TEHRAN, Nov 25: Former prime minister Benazir Bhutto expressed her helplessness vis a vis fundamentalists in Pakistan when Iranian leader Hashmi Rafsanjani told her not to support the Taliban, because her government’s backing for the religious militants was spoiling Islamabad’s relations with Tehran.

“She told me that as a woman she was unable to assert herself because she knew what they thought of women. Besides, they had a vast presence in the madressahs, and for that reason she was unable to control them”. Talking to a Pakistani media delegation, the former Iranian president and now head of the powerful Expediency Council, said Afghanistan was the single biggest cause of differences between Pakistan and Iran, and the two governments seemed to have distanced themselves. This was regrettable, he said, because –- if handled carefully -- Afghanistan had the potential to strengthen the friendship between Pakistan and Iran since both had a stake in that country’s stability.

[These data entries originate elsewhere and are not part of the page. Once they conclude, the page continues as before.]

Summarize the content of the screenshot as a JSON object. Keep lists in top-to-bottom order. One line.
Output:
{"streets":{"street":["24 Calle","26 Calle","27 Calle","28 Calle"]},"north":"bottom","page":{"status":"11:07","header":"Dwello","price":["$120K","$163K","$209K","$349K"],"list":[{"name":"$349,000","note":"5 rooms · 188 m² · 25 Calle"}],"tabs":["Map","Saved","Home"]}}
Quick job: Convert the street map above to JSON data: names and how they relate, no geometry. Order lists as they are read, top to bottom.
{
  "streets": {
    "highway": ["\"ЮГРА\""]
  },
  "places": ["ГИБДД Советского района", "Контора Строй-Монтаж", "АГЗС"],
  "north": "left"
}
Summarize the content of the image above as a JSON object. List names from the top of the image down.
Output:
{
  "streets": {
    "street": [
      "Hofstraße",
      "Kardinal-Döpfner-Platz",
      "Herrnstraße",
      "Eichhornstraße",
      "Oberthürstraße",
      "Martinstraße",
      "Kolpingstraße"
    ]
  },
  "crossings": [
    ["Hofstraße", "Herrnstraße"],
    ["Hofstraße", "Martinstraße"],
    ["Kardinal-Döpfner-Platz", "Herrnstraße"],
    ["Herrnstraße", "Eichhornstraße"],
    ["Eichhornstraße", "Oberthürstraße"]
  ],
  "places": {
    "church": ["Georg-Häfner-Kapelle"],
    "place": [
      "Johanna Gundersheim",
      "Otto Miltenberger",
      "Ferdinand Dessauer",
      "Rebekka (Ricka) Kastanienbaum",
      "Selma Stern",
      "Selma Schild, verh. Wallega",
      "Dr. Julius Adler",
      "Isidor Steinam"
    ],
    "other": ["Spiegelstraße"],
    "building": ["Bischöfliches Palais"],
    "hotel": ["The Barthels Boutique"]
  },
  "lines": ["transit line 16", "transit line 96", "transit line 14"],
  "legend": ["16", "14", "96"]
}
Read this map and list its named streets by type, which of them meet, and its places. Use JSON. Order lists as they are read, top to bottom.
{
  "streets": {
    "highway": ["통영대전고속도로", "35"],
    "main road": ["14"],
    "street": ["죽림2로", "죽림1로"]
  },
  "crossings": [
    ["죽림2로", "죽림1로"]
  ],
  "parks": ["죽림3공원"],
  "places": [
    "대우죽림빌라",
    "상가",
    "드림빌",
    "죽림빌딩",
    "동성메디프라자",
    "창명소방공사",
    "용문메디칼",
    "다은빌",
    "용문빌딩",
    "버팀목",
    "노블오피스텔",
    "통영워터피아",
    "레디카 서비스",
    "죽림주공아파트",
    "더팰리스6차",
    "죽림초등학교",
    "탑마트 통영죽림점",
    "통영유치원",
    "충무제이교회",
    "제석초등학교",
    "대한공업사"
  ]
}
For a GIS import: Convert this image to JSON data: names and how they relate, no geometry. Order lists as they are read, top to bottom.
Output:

Asked by Dawn whether it was Pakistan’s American connections which had soured relations between the two, Hojjatul Islam Rafsanjani said the deterioration in relations between the two had begun even before 9/11.

At one stage, he said, Pakistan and Iran were working for a common goal. While Iran was supporting Shia militias in the north, Pakistan was backing the Taliban, their common aim being to drive the Soviets out of Afghanistan. But once the Soviets pulled back, Pakistan came on the side of the Taliban, whom he called narrow-minded. Told that a reversal of Pakistan’s policy toward the Taliban had become inevitable after 9/11, Rafsanjani said “you could have done this without bringing the Americans in”. Nevertheless, Pakistan’s cooperation with the US in the war on terror had served to weaken Islamabad’s relations with Tehran.

He was clear in his mind that Iran believed its relations with Pakistan were more important than Tehran’s ties with Kabul. Even now the two countries had a stake in Afghanistan, since lawlessness in that country had led to a phenomenal increase in poppy cultivation and the consequent increase in drug trade. “When I was president, I was not satisfied with the level of our bilateral relations, even though the Taliban were not there on the scene. I was keen on the pipeline project materialising, and we used to call it ‘peaceline’. But (since my departure from the office of president), things have not moved forward, and the bilateral relations have either been static or further gone down.”

However, the misunderstanding between the two countries was at the state level, and so far as the peoples of the two countries were concerned, there were no differences. As president he had excellent relations with both the government and the opposition. As an example, he pointed out that when he visited the National Assembly, the opposition walked out and refused to listen to Ms Bhutto, but when he rose to speak the opposition came back.

The former president attacked the United States for pursuing policies that were destabilising the entire Middle East and said Washington’s policies in Afghanistan and Iran had failed, and terrorism had spread its tentacles to Somalia. Now the entire region from Afghanistan to Lebanon was in turmoil.

The United States, he said, wanted to change the Middle East’s map, but the events in Iraq and Afghanistan and what happened last July-August in Lebanon had demonstrated clearly that America had failed in its aim. He feared that America would leave behind it in the Middle East enormous problems, because the Americans have proved themselves to be “more destructive than the Taliban”.

The Expediency Council (Tashkhees-i-Maslehat-i-Nizam), which Rafsanjani heads, plays a key role in breaking a deadlock if the Guardian Council, the parliament and the government fail to agree on a constitutional or political issue in a country which has several centres of power.